Recycled MPs tend to do better for their political parties than otherwise
27 of 42 BC ridings had incumbent MPs
- Only 7 of 15 CPC (47%) MPs re-elected
- 7 of 9 NDP (77%) MPs re-elected
- The 2 Liberals and 1 Green re-elected (100%)
Of the 8 defeated CPC incumbents, 6 were defeated by Liberals (five in Metro Van and 1 in Kelowna), 2 defeated by NDP (both outside Metro Van). The NDP lost two incumbents to the Liberals in Surrey.
CPC lose their advantage in 15 non-held seats
Of the 15 seats with no incumbent MP, the Conservatives did the best in 2011 when transposing those results onto the new boundaries.
- CPC had advantage in 12 of 15 seats; the NDP had advantage in 3/15.
- CPC only won 3 of 12 seats (25%) in their advantage areas, a much lower percentage than in seats where the MP ran for re-election.
- In non-incumbent seats, the NDP were 3/3 in seats where they held the advantage from 2011 and won 2 from the CPC.
- The Liberals picked up 7 seats where the CPC held the advantage in non-incumbent seats.
Geographic differences
The CPC incumbency advantage and 2011 vote advantage was under attack in Metro Vancouver by the Liberals and outside Metro Vancouver by the NDP (except in Kelowna where the Liberals stole a seat).
With 47% of CPC incumbents holding on, why not 47% of Conservatives in seats where they held an advantage?

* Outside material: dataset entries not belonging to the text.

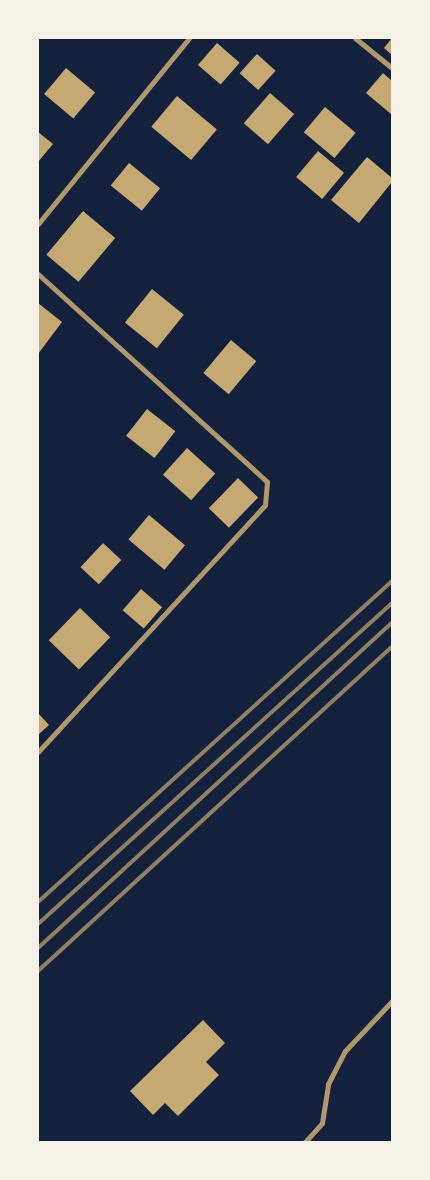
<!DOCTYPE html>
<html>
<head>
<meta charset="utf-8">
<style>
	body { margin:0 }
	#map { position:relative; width:430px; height:1180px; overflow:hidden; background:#14213d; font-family:"Roboto Serif",serif }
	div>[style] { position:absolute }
	.building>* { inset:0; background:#c6a872; transform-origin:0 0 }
	.minor>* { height:5px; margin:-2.5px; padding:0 2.5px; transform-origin:2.5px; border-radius:2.5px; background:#b1986c }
	.rail>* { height:4px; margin:-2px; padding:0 2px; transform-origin:2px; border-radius:2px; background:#918062 }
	span { translate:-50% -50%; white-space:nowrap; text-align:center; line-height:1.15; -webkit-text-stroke:5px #f6f1e7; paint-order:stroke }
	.frame { position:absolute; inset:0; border:39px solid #f6f1e7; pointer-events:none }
</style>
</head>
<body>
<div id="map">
	<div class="building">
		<i style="clip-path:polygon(392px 38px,392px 55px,384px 48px)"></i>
		<i style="left:217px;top:43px;width:30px;height:29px;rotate:41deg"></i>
		<i style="left:257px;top:54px;width:25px;height:26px;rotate:42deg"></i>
		<i style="left:66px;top:68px;width:38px;height:34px;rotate:40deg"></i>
		<i style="clip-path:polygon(383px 73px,392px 81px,391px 114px,366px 93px)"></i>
		<i style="left:270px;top:93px;width:32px;height:40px;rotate:41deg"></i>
		<i style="left:177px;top:96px;width:52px;height:40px;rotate:40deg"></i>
		<i style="left:325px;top:107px;width:40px;height:33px;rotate:40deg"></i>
		<i style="clip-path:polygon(38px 132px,53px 144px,38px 162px)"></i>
		<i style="left:318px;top:151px;width:34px;height:34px;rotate:40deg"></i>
		<i style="clip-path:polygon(367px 157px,392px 178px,392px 182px,359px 223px,331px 200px)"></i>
		<i style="left:129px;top:163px;width:40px;height:29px;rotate:39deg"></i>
		<i style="left:83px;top:211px;width:42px;height:57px;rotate:40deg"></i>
		<i style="left:152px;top:289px;width:41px;height:43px;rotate:39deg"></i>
		<i style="clip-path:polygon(38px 303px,62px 322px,38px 354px)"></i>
		<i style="left:231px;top:340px;width:33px;height:43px;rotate:40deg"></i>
		<i style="left:147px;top:409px;width:36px;height:34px;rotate:38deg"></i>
		<i style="left:187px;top:448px;width:38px;height:36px;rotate:42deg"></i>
		<i style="left:238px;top:478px;width:28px;height:42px;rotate:44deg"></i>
		<i style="left:149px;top:515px;width:47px;height:32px;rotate:40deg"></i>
		<i style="left:103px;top:543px;width:25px;height:33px;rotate:43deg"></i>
		<i style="left:141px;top:589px;width:28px;height:28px;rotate:41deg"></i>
		<i style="left:80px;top:608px;width:42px;height:45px;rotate:44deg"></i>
		<i style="clip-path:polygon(38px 713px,49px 725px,38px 735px)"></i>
		<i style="clip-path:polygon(203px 1020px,225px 1043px,206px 1062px,219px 1075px,178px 1116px,165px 1103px,153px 1115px,130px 1091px)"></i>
	</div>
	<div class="minor">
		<i style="left:355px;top:38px;width:48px;rotate:39deg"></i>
		<i style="left:38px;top:224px;width:240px;rotate:-50.9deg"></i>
		<i style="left:38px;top:274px;width:309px;rotate:42.2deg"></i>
		<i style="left:267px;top:482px;width:23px;rotate:95deg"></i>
		<i style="left:265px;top:505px;width:335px;rotate:132.6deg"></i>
		<i style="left:305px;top:1142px;width:25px;rotate:-48deg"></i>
		<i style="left:322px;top:1123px;width:39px;rotate:-81deg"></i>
		<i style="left:328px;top:1084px;width:37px;rotate:-63deg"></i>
		<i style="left:345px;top:1051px;width:69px;rotate:-46.8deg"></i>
	</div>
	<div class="rail">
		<i style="left:38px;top:902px;width:478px;rotate:-42.2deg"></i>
		<i style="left:38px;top:924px;width:478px;rotate:-42.2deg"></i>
		<i style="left:38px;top:948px;width:481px;rotate:-42.6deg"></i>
		<i style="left:38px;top:971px;width:480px;rotate:-42.5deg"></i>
	</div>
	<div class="frame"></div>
</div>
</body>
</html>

Arguably incumbents did make a difference. Would retiring MP James Moore have lost in a close 3-way fight? Likely not. Would Randy Kamp have held on in Pitt Meadows-Maple Ridge if he had ran again? Quite possibly. CPC incumbents in Cloverdale and Mission-Matsqui may have helped CPC hold those seats, but since the ridings were new, they didn’t have that luxury.
On the NDP side of the ledger, two NDP MPs in Surrey lost in blowouts. No stopping the Liberal wave there (a South Asian Liberal wave?) But in Burnaby-South, Victoria, Port Moody-Coquitlam, and Vancouver Kingsway, incumbency may well have been the key factor in saving those seats. The political map of Metro Vancouver has a stubborn contiguous orange centre between East Van and Port Moody that is glued together by five NDP ridings, four of them with incumbent MPs and the other being Jenny Kwan, a longtime elected NDP MLA. They won nowhere else in Metro Van.
Overall, the NDP withstood the Liberal wave in BC but failed to make necessary gains. They gave up two seats to the Liberals but took four back from the CPC. Arguably, they held up to the Liberal onslaught due to incumbents, but also held their vote in seats where they had the underlying advantage.